* [What to work on] Leave every image out, and print the remaining lines below exactly.
── Exercise input ──
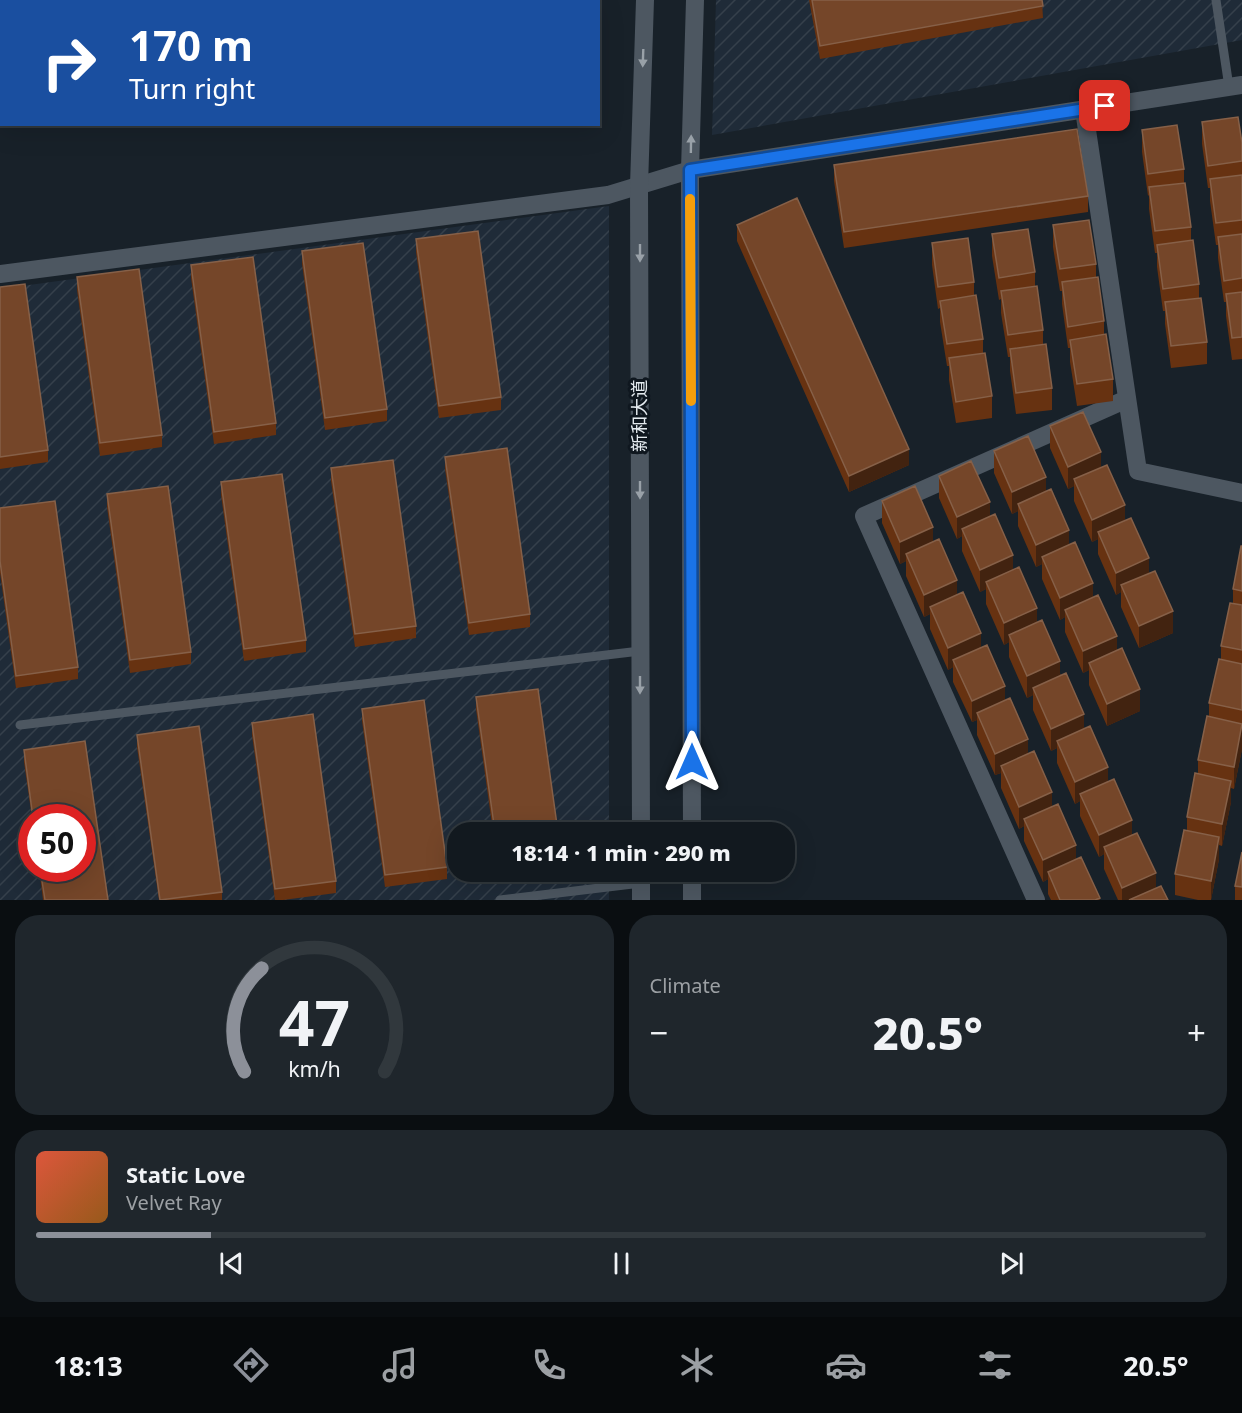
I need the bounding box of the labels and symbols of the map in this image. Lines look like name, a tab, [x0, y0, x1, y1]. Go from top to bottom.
one-way arrow	[639, 49, 648, 68]
pin	[1079, 80, 1130, 131]
one-way arrow	[686, 135, 696, 154]
one-way arrow	[635, 244, 645, 263]
street label: 新和大道	[627, 380, 651, 452]
one-way arrow	[635, 481, 645, 500]
one-way arrow	[635, 676, 645, 695]
position arrow	[660, 730, 724, 794]
speed limit sign: 50	[18, 804, 96, 882]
───
* [Solution for this task]
I need the bounding box of the labels and symbols of the map in this image. Lines look like name, a tab, [x0, y0, x1, y1]. Go from top to bottom.
one-way arrow	[639, 49, 648, 68]
pin	[1079, 80, 1130, 131]
one-way arrow	[686, 135, 696, 154]
one-way arrow	[635, 244, 645, 263]
street label: 新和大道	[627, 380, 651, 452]
one-way arrow	[635, 481, 645, 500]
one-way arrow	[635, 676, 645, 695]
position arrow	[660, 730, 724, 794]
speed limit sign: 50	[18, 804, 96, 882]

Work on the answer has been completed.